▸ Task to complete
Go over these records and count the lines with the string "width" in them; the count is all that should be returned.

Stored items:
**********

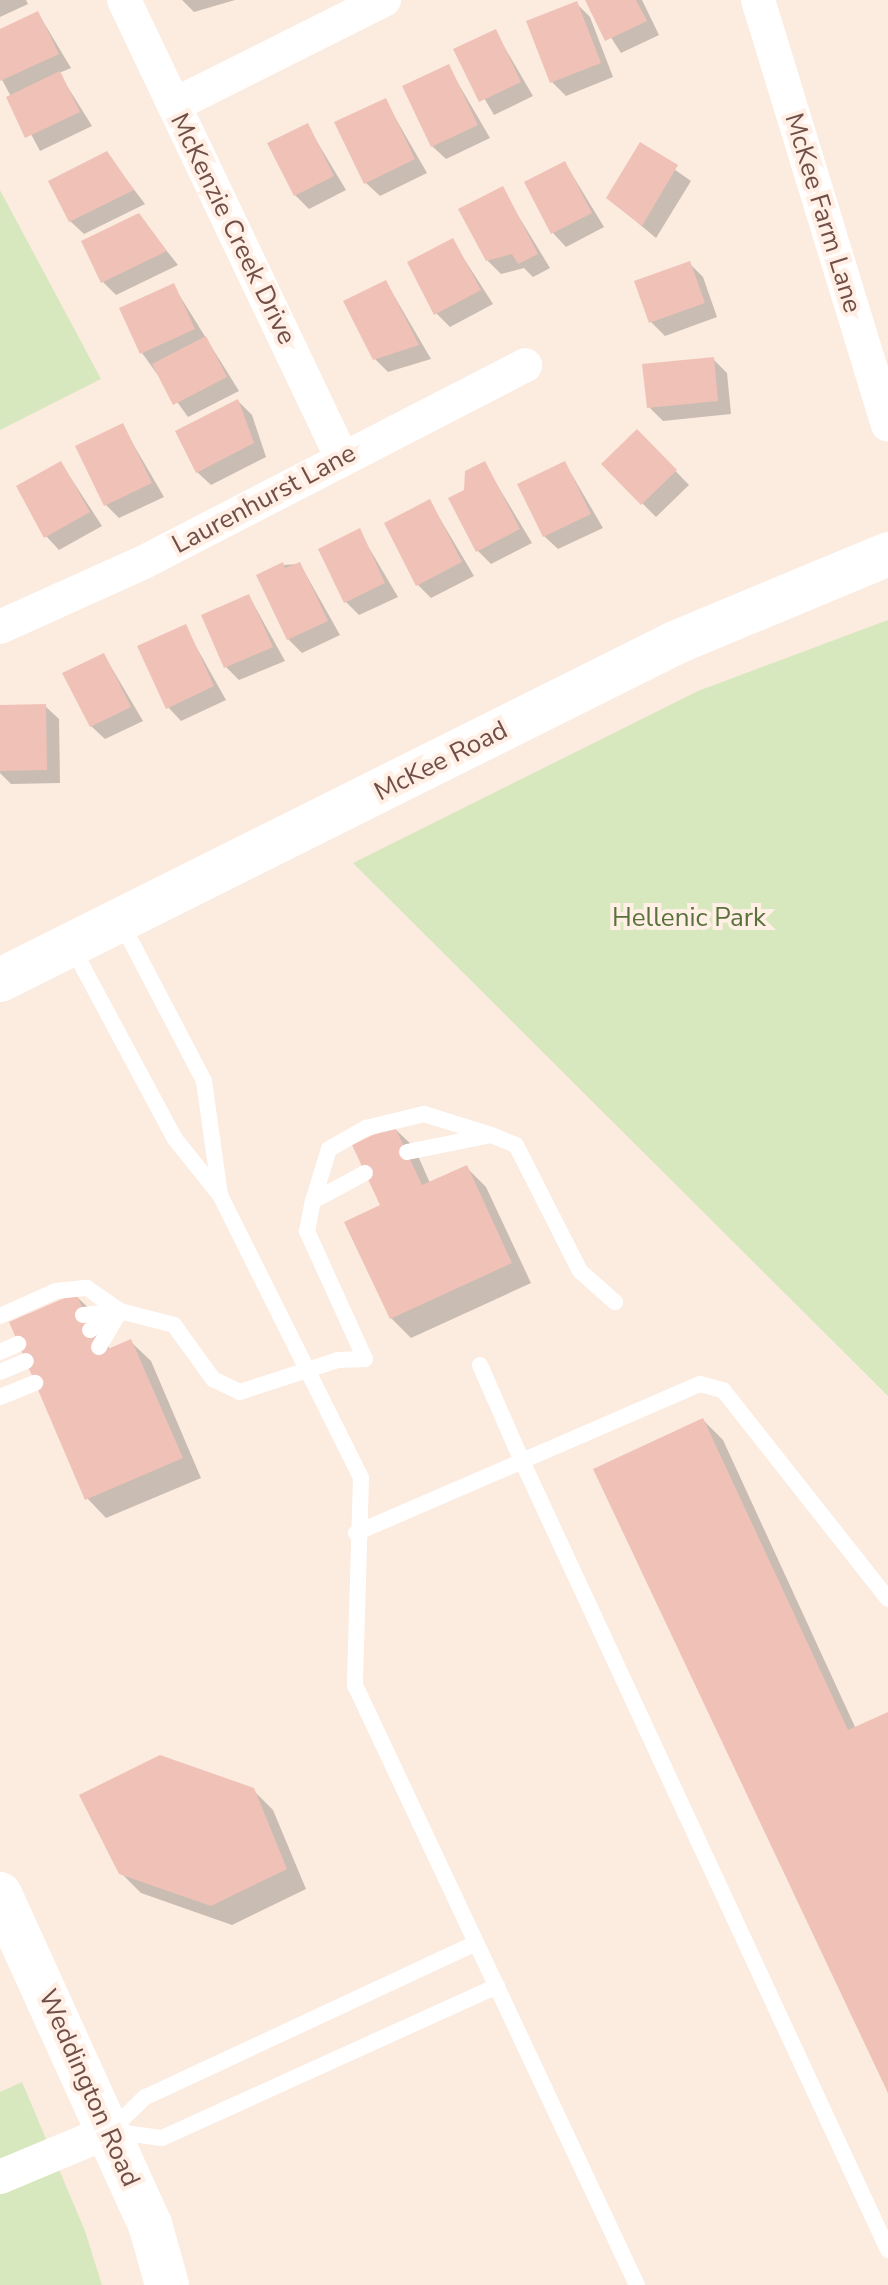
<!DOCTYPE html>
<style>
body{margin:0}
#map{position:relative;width:888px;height:2285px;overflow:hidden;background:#fcebdf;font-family:"Nunito Sans",sans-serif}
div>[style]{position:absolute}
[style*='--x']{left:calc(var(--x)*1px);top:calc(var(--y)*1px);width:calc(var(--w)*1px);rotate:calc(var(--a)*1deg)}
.green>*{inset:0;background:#d8e8be}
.shadow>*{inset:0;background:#0003}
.building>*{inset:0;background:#f0c2b7}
.service>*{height:16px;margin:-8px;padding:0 8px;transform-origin:8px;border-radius:8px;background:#fff}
.minor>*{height:34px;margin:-17px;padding:0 17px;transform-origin:17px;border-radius:17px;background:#fff}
.secondary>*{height:44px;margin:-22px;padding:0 22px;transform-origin:22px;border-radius:22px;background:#fff}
span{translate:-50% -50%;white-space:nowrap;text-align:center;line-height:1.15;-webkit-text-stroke:8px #ffefe4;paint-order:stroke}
.street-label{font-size:26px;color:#714e48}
.park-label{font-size:26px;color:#58713d}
</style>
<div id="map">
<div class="green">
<i style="clip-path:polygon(0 190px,101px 379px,0 430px)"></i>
<i style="clip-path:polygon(888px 620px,888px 1396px,353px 863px,698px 691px)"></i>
<i style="clip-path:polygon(22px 2082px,85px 2231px,102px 2285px,0 2285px,0 2092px)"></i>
</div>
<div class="shadow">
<i style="clip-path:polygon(0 0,26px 0,28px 4px,0 17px)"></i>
<i style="clip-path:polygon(182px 0,235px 0,194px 12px)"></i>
<i style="clip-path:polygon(587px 0,642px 0,659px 35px,621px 53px)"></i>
<i style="clip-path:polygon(576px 3px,590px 17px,613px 77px,566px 96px,552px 82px,528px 22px)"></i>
<i style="clip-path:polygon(38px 13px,71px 68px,59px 73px,92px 126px,40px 151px,0 76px,0 31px)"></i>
<i style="clip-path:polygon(495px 31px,533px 96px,494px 115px,456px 50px)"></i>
<i style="clip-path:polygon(448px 66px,490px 138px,446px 159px,432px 146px)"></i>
<i style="clip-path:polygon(385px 100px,427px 173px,380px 196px,366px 183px)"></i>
<i style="clip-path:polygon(307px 125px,346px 190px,309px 209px,295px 195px)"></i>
<i style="clip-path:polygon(640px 145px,691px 181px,656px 238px,608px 198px)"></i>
<i style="clip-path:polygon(107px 154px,145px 204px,84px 234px,70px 221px)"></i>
<i style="clip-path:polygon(565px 163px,604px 227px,566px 247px,553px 233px)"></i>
<i style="clip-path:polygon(502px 189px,550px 268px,533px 277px,524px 268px,501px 274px,487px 260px)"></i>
<i style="clip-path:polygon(139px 216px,178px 265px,116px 295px,103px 282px)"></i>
<i style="clip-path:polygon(452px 240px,493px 304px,450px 327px,436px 313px)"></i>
<i style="clip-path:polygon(689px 263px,703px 277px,717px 317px,665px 336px,651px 322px)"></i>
<i style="clip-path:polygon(386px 282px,431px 359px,388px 372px,375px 359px)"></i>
<i style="clip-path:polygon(173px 285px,239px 391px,188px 417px,142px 353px)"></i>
<i style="clip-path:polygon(713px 359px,727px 373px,731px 414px,663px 421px,649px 407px)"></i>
<i style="clip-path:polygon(238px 401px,252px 415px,266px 457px,211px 485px,197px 472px)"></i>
<i style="clip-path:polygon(122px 425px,164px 497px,119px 518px,106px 505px)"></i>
<i style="clip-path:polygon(637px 431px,689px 485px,656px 517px,603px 464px)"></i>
<i style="clip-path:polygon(61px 463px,102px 526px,59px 550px,46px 536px)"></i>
<i style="clip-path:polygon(484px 463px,532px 543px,491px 564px,477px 550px,466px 491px)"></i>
<i style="clip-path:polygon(565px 463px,603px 528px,558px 549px,544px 536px)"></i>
<i style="clip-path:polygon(430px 502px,474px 576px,431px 598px,418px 585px)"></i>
<i style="clip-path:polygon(359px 531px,398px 597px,359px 615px,345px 601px)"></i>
<i style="clip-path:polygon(300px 564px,340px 635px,302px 653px,288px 639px,282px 565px)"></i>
<i style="clip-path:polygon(249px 596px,285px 661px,239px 680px,226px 667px)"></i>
<i style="clip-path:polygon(185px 627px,226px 700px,181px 721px,168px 707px)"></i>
<i style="clip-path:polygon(104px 655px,143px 721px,105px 739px,91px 726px)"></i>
<i style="clip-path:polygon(45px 706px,59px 719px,60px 783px,11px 784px,0 773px,0 707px)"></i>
<i style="clip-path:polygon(394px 1128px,414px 1147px,430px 1183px,466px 1167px,486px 1187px,531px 1283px,411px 1338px,391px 1318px,383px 1206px)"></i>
<i style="clip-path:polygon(76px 1296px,96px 1315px,110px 1350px,131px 1342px,151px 1361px,201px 1478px,106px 1518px,87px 1498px)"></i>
<i style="clip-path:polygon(703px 1420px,723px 1440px,856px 1729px,888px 1714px,888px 2093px)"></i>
<i style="clip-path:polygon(253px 1790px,273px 1810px,306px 1889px,232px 1925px,141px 1893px,121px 1873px)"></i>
</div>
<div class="building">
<i style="clip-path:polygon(585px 0,636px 0,647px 21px,605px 41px)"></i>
<i style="clip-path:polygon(577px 1px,601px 63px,550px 83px,526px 21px)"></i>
<i style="clip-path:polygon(38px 11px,59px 54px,0 81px,0 29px)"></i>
<i style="clip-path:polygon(496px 29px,521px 82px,479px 102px,453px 49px)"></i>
<i style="clip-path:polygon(449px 64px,478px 125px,431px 147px,402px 86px)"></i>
<i style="clip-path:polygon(60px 71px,80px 112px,25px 138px,6px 97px)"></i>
<i style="clip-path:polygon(386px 98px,415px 159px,364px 184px,334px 122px)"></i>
<i style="clip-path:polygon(308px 123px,334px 176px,294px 196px,267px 143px)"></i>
<i style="clip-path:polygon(640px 142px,678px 165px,642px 226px,606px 198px)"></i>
<i style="clip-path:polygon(107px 151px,134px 190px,69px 222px,48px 181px)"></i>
<i style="clip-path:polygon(565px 161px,592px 213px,551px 234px,524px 182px)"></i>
<i style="clip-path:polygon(503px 186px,538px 254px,518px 264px,512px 254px,486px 261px,458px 209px)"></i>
<i style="clip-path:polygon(139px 213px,167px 251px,101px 283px,81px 241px)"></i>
<i style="clip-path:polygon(453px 238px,481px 290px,434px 315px,407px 262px)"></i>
<i style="clip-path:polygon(690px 261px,705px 303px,649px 323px,634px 281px)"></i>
<i style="clip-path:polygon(386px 280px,419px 345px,373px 360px,343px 301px)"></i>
<i style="clip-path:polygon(174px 283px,195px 329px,140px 354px,119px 308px)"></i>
<i style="clip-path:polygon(206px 336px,227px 377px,173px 405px,152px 364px)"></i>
<i style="clip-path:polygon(714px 357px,718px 401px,647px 408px,642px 364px)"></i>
<i style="clip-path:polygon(238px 399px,254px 443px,196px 473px,175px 431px)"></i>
<i style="clip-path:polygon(123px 423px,152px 483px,104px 506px,75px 446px)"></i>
<i style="clip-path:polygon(637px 429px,677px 470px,641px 505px,601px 464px)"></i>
<i style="clip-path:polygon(61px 461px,90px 512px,44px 538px,16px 486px)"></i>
<i style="clip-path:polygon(485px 461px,520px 529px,476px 552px,448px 498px,464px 490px,465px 471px)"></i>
<i style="clip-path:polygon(565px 461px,591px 514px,543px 537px,517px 484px)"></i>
<i style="clip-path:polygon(430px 499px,462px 562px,416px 586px,384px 523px)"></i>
<i style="clip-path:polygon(360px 528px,385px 583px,344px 603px,318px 549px)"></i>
<i style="clip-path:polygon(283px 562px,285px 568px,300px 562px,328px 621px,287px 640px,256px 575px)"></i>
<i style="clip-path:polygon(249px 594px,273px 647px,224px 668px,201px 615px)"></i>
<i style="clip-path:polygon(186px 624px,214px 686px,166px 709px,137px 646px)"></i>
<i style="clip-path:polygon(104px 653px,131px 707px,90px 727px,62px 673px)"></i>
<i style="clip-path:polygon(46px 704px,47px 770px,0 771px,0 705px)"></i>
<i style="clip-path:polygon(394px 1125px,422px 1185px,467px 1165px,512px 1263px,390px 1319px,344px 1222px,380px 1205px,352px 1145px)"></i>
<i style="clip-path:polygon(76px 1293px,101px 1352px,131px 1339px,183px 1458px,85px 1500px,9px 1322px)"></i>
<i style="clip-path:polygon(703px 1418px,848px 1730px,888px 1712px,888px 2093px,593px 1469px)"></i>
<i style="clip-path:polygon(160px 1755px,254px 1788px,287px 1869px,211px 1906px,119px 1874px,79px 1795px)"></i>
</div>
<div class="service">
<i style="--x:72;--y:947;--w:218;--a:61.8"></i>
<i style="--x:175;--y:1139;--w:72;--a:51.2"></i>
<i style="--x:220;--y:1195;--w:115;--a:-98"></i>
<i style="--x:204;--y:1081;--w:179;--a:-117.6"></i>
<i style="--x:407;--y:1152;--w:86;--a:-11.4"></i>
<i style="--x:491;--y:1135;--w:27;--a:22"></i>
<i style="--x:516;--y:1145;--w:141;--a:63.1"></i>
<i style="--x:580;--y:1271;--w:47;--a:41.5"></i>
<i style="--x:220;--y:1195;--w:316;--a:63.5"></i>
<i style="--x:361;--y:1478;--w:207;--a:91.7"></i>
<i style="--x:355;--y:1685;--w:663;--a:64.83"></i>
<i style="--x:313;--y:1201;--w:54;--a:-72.9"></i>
<i style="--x:329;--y:1149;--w:43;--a:-29.6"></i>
<i style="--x:366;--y:1128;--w:60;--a:-13.6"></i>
<i style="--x:424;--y:1114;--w:70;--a:17.4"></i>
<i style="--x:83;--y:1315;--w:37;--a:-6"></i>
<i style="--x:120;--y:1311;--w:56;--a:14.5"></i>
<i style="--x:174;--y:1325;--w:67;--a:54.2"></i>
<i style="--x:213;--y:1379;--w:30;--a:26"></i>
<i style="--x:240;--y:1392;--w:103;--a:-18.1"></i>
<i style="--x:338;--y:1360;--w:27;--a:-2"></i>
<i style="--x:365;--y:1359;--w:141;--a:-114.4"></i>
<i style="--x:307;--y:1231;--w:31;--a:-79"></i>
<i style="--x:313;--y:1201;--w:59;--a:-28.3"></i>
<i style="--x:0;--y:1316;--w:61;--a:-24.1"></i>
<i style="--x:56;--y:1291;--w:31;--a:-6"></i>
<i style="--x:87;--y:1288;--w:40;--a:34.9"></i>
<i style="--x:90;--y:1330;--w:30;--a:-33"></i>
<i style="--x:99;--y:1347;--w:42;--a:-59.7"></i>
<i style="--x:0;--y:1352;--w:20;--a:-24"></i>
<i style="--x:480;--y:1365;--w:105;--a:66.4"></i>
<i style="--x:522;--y:1461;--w:194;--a:-23.4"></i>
<i style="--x:700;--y:1384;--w:24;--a:15"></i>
<i style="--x:723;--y:1390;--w:266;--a:51.7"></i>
<i style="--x:0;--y:1372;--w:28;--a:-23"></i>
<i style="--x:0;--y:1397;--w:38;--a:-22"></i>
<i style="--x:356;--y:1533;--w:181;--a:-23.4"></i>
<i style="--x:522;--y:1461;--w:870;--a:65.11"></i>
<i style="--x:476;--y:1943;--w:365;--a:155"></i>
<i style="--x:145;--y:2097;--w:49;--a:135.8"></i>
<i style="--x:110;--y:2131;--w:52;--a:7.7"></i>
<i style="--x:162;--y:2138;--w:368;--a:-24.4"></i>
</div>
<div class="minor">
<i style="--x:124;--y:0;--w:507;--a:64.55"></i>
<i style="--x:758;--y:0;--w:444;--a:73"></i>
<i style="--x:174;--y:105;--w:235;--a:-26.6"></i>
<i style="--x:0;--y:627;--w:158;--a:-24.3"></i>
<i style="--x:144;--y:562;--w:429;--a:-27.3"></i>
<i style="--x:0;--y:2177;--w:119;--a:-22.7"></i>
</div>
<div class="secondary">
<i style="--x:0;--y:980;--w:757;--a:-26.53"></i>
<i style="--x:677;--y:642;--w:229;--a:-22.6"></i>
<i style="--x:0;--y:1894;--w:362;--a:65.6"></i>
<i style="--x:150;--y:2224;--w:63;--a:74.4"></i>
</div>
<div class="street-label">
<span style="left:823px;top:213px;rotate:73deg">McKee Farm Lane</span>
<span style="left:233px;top:229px;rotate:64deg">McKenzie Creek Drive</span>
<span style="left:264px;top:499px;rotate:-28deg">Laurenhurst Lane</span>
<span style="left:441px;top:761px;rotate:-27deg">McKee Road</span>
<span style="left:89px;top:2088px;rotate:66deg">Weddington Road</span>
</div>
<div class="park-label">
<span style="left:689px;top:918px">Hellenic Park</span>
</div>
</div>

**********

▸ Answer
2